◆ What is needed: From the records below, copy each line that has the word "Santa" in it.

◆ Entries shown:
========================================

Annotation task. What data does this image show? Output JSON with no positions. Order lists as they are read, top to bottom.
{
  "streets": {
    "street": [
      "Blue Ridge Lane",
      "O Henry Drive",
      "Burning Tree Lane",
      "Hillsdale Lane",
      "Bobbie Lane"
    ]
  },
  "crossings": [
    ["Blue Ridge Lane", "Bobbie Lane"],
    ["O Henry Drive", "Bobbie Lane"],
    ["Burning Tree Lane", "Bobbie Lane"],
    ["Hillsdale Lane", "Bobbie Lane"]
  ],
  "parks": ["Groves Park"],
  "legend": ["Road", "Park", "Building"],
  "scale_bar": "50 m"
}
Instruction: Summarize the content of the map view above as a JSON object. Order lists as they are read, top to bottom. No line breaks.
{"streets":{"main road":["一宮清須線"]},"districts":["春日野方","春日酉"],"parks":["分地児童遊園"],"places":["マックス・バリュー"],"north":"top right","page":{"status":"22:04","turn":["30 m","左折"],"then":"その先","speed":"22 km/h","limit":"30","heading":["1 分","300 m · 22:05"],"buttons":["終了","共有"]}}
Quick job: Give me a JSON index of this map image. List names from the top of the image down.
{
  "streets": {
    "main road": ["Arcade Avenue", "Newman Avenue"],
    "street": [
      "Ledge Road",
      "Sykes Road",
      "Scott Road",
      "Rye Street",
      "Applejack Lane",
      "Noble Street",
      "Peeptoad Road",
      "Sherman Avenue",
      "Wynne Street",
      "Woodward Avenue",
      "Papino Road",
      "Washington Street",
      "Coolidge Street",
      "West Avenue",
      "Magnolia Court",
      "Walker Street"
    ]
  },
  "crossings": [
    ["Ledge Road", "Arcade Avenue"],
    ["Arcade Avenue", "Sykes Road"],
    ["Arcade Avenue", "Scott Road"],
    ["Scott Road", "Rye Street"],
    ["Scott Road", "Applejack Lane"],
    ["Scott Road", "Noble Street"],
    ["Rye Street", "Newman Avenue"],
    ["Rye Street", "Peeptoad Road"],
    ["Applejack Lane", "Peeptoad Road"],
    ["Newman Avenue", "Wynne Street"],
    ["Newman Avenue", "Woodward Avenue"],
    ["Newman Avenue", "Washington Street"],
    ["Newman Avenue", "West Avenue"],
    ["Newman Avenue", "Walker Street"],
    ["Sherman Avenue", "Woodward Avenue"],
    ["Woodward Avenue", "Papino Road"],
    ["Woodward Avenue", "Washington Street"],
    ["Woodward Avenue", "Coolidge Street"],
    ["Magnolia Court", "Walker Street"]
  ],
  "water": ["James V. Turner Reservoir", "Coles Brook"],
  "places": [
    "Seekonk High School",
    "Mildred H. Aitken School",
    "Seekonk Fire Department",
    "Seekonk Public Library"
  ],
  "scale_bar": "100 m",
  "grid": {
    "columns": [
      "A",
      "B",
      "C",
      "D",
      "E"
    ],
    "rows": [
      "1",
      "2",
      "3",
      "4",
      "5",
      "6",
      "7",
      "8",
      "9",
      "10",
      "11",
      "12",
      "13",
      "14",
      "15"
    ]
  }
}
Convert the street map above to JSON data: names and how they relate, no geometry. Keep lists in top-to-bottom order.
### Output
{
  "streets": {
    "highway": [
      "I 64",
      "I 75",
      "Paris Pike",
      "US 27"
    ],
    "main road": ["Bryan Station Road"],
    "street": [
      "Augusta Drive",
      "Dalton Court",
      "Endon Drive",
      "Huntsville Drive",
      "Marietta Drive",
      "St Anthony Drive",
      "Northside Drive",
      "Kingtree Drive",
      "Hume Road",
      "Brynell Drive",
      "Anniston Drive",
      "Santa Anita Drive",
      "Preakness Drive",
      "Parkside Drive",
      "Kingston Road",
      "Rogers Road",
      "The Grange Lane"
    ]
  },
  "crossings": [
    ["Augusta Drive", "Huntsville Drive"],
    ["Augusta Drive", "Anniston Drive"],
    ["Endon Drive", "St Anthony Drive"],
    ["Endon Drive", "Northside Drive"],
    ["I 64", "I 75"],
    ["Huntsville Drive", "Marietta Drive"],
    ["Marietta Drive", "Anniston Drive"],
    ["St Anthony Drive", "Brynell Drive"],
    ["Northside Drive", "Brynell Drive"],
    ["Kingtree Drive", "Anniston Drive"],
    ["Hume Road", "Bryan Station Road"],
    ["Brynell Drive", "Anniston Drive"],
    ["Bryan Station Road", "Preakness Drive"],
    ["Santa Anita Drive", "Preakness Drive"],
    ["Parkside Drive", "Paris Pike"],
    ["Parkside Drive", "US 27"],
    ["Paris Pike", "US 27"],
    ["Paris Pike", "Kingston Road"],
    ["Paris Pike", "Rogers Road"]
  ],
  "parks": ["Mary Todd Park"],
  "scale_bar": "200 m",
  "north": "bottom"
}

========================================

◆ Answer to this task:
      "Santa Anita Drive",
    ["Santa Anita Drive", "Preakness Drive"],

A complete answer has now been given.